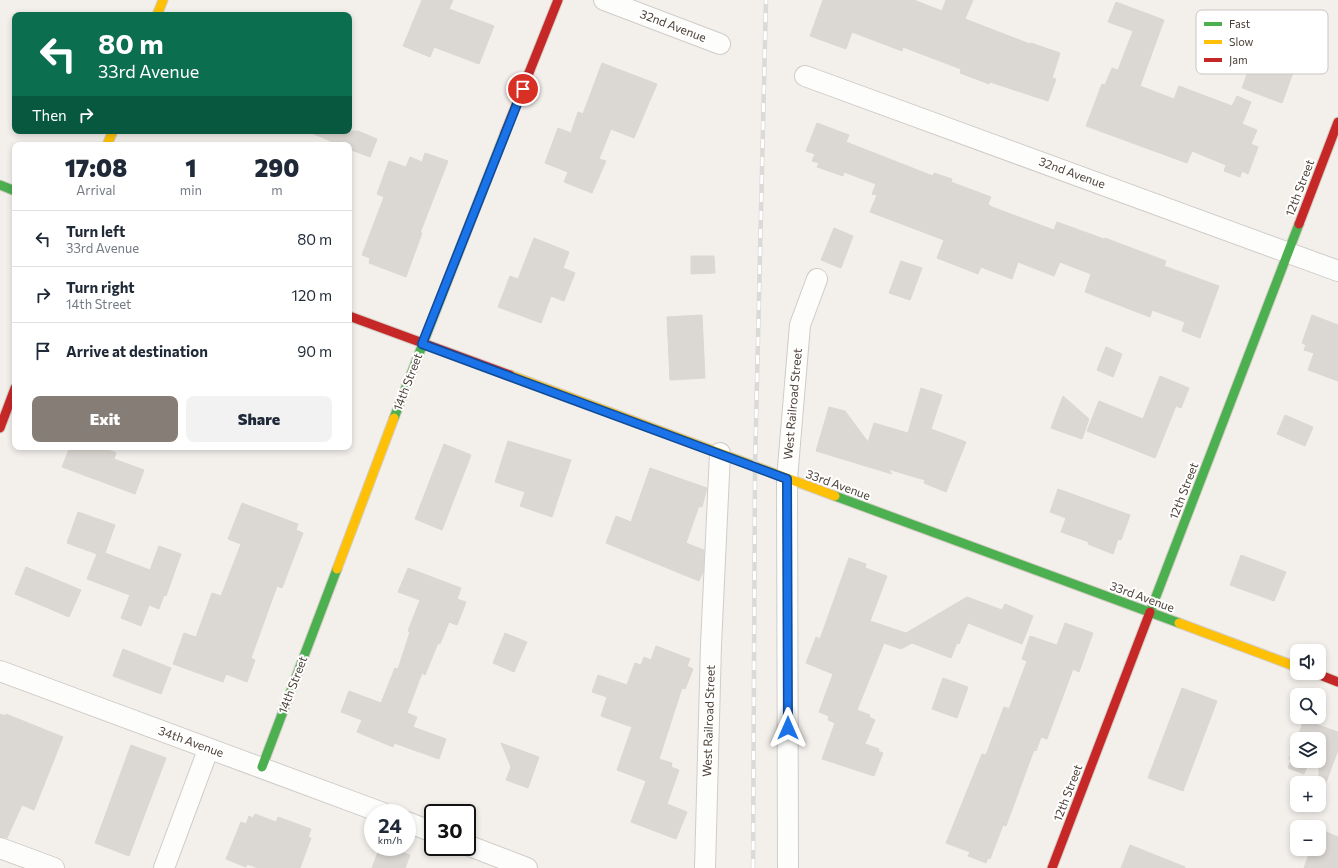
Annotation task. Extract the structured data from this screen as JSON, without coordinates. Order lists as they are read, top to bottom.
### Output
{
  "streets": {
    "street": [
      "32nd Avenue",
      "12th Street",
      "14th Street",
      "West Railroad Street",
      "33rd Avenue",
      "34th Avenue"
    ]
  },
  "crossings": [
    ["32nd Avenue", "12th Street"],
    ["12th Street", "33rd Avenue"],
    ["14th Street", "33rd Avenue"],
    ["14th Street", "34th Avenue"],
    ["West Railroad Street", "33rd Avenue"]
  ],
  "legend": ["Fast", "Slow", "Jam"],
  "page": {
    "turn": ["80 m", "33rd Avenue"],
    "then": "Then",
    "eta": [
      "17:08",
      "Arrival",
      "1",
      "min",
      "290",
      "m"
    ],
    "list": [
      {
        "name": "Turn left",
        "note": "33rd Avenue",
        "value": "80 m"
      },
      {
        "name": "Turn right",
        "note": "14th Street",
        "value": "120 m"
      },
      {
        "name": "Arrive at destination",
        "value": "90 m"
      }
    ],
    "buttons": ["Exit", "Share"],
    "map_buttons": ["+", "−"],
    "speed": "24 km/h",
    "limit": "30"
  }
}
++++++++++
## EXERCISE OBJECTIVE
Give the data back exactly, omitting all pictures.

## SOLUTION FOR THIS EXERCISE
Annotation task. Extract the structured data from this screen as JSON, without coordinates. Order lists as they are read, top to bottom.
### Output
{
  "streets": {
    "street": [
      "32nd Avenue",
      "12th Street",
      "14th Street",
      "West Railroad Street",
      "33rd Avenue",
      "34th Avenue"
    ]
  },
  "crossings": [
    ["32nd Avenue", "12th Street"],
    ["12th Street", "33rd Avenue"],
    ["14th Street", "33rd Avenue"],
    ["14th Street", "34th Avenue"],
    ["West Railroad Street", "33rd Avenue"]
  ],
  "legend": ["Fast", "Slow", "Jam"],
  "page": {
    "turn": ["80 m", "33rd Avenue"],
    "then": "Then",
    "eta": [
      "17:08",
      "Arrival",
      "1",
      "min",
      "290",
      "m"
    ],
    "list": [
      {
        "name": "Turn left",
        "note": "33rd Avenue",
        "value": "80 m"
      },
      {
        "name": "Turn right",
        "note": "14th Street",
        "value": "120 m"
      },
      {
        "name": "Arrive at destination",
        "value": "90 m"
      }
    ],
    "buttons": ["Exit", "Share"],
    "map_buttons": ["+", "−"],
    "speed": "24 km/h",
    "limit": "30"
  }
}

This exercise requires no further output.